In those benighted times such attacks were popularly ascribed to possession by evil spirits. The hysterical nuns, as the chronicles tell us, explained their condition to Mignon by informing him that, shortly before the onset of their trouble, they had been haunted by the ghost of their former confessor, Father Moussaut. Here Mignon found his opportunity. Picture him gently rebuking the unhappy women, admonishing them that such a good man as Father Moussaut would never return to torment those who had been in his charge, and insisting that the source of their woes must be sought elsewhere; in, say, some evil disposed person, hostile to Father Moussaut’s successor, and hoping, through thus afflicting them, to bring the convent into disrepute and in this way strike a deadly blow at its new father confessor. Who might be this evil disposed person? Who, in truth, save Urbain Grandier?
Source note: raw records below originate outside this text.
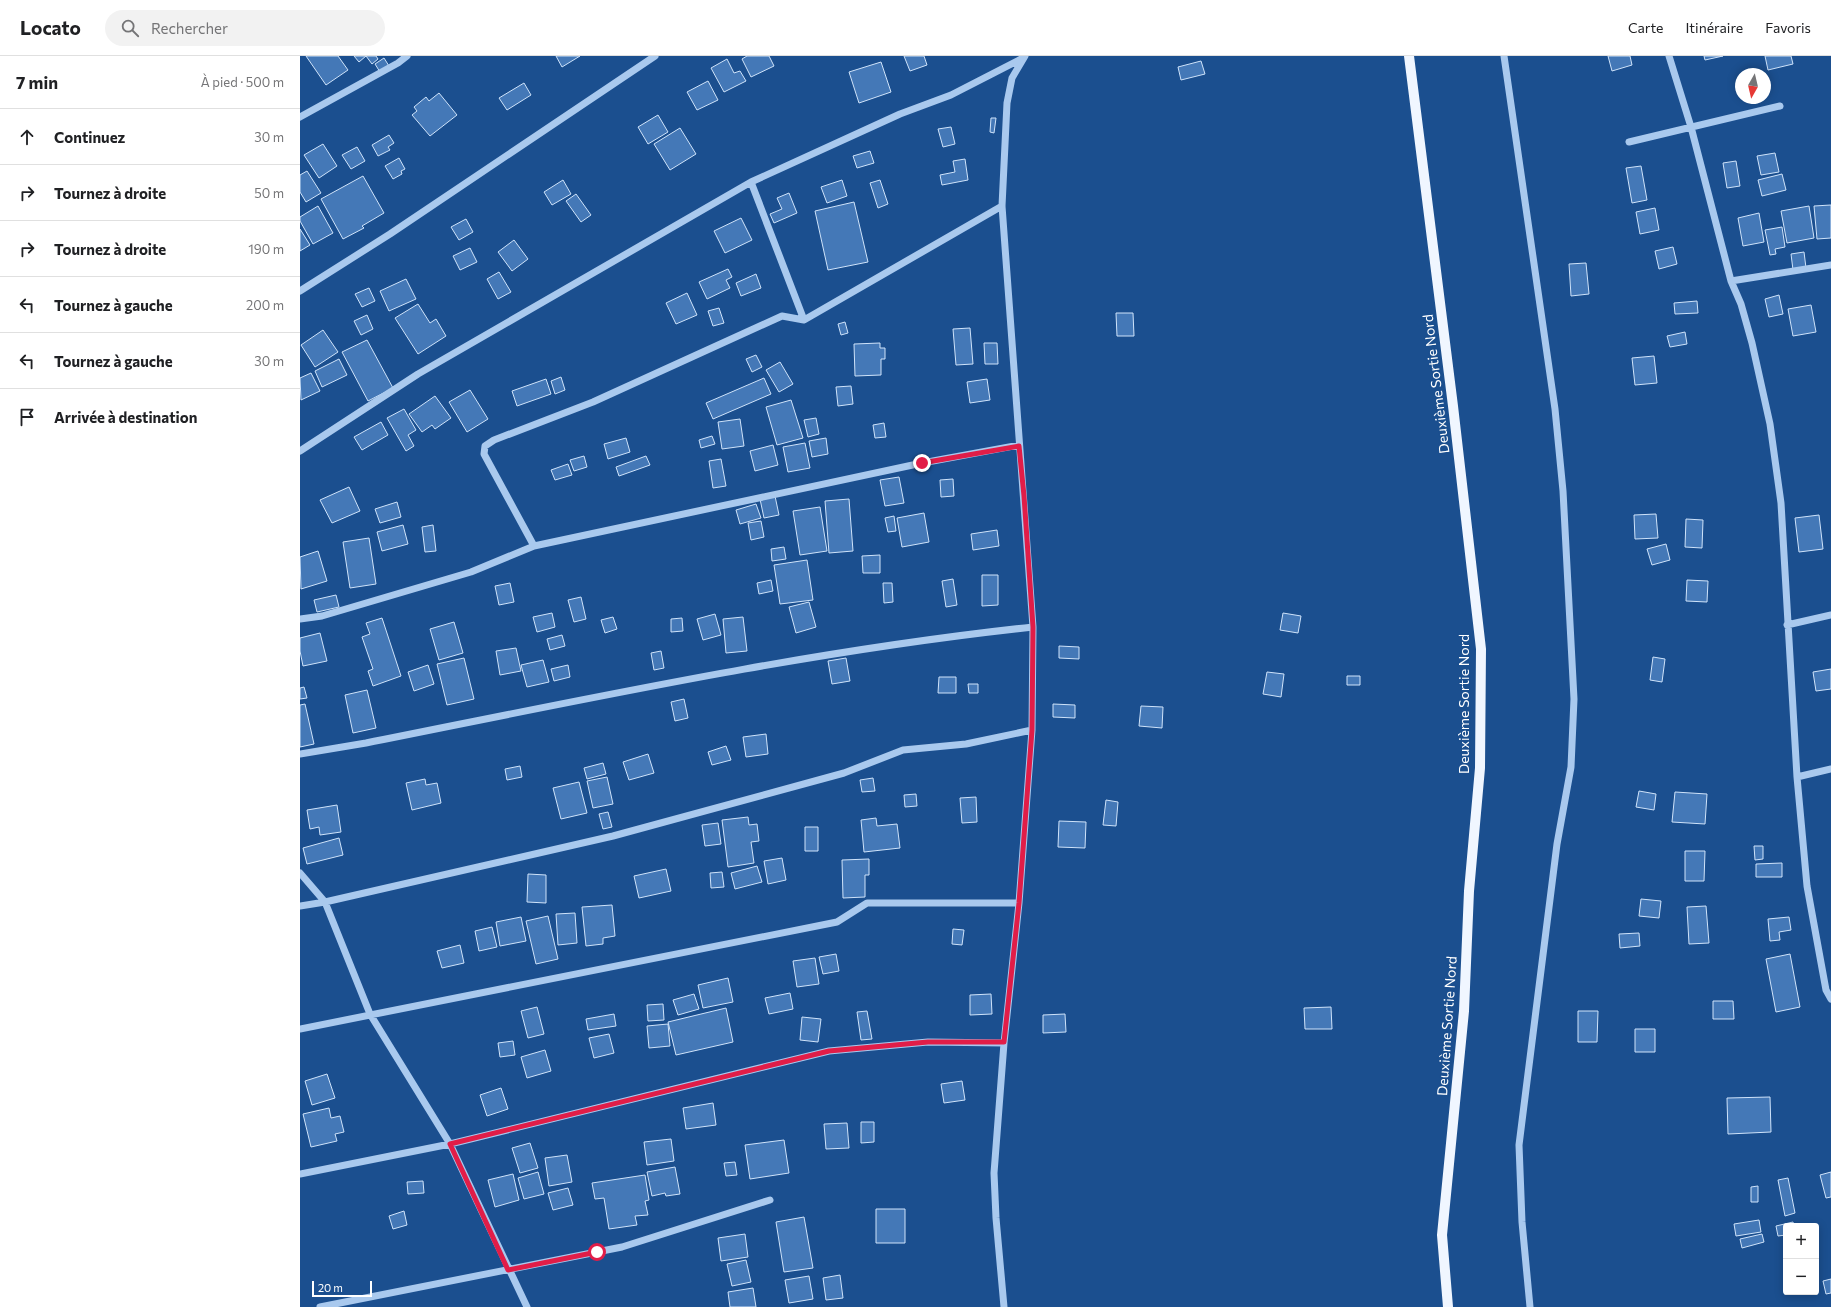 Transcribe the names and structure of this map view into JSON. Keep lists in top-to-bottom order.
{
  "streets": {
    "main road": ["Deuxième Sortie Nord"]
  },
  "scale_bar": "20 m",
  "north": "bottom",
  "page": {
    "header": "Locato",
    "search": "Rechercher",
    "nav": ["Carte", "Itinéraire", "Favoris"],
    "heading": ["7 min", "À pied · 500 m"],
    "list": [
      ["Continuez", "30 m"],
      ["Tournez à droite", "50 m"],
      ["Tournez à droite", "190 m"],
      ["Tournez à gauche", "200 m"],
      ["Tournez à gauche", "30 m"],
      "Arrivée à destination"
    ],
    "map_buttons": ["+", "−"],
    "scale": "20 m"
  }
}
Picture Mignon, again, observing that his suggestion had taken root in the minds of two of the most emotional and impressionable, the mother superior and Sister Claire. Then would follow a course of lessons designed to aid the suggestion to blossom into open accusation. And presently Mignon would make the discovery that the mother superior and Sister Claire would, when in a hysterical state, blindly obey any command he might make, cease from their convulsions, respond intelligently and at his will to questions put to them, renew their convulsions, lapse even into seeming dementia.
Doubtless he did not grasp the full significance and possibilities of his discovery—had he done so the devils would not have bungled matters so often, and no embarrassing confessions would have been forthcoming. But he saw clearly enough that he had in his hand a mighty weapon against his rival, and history has recorded the manner and effectiveness with which he used it.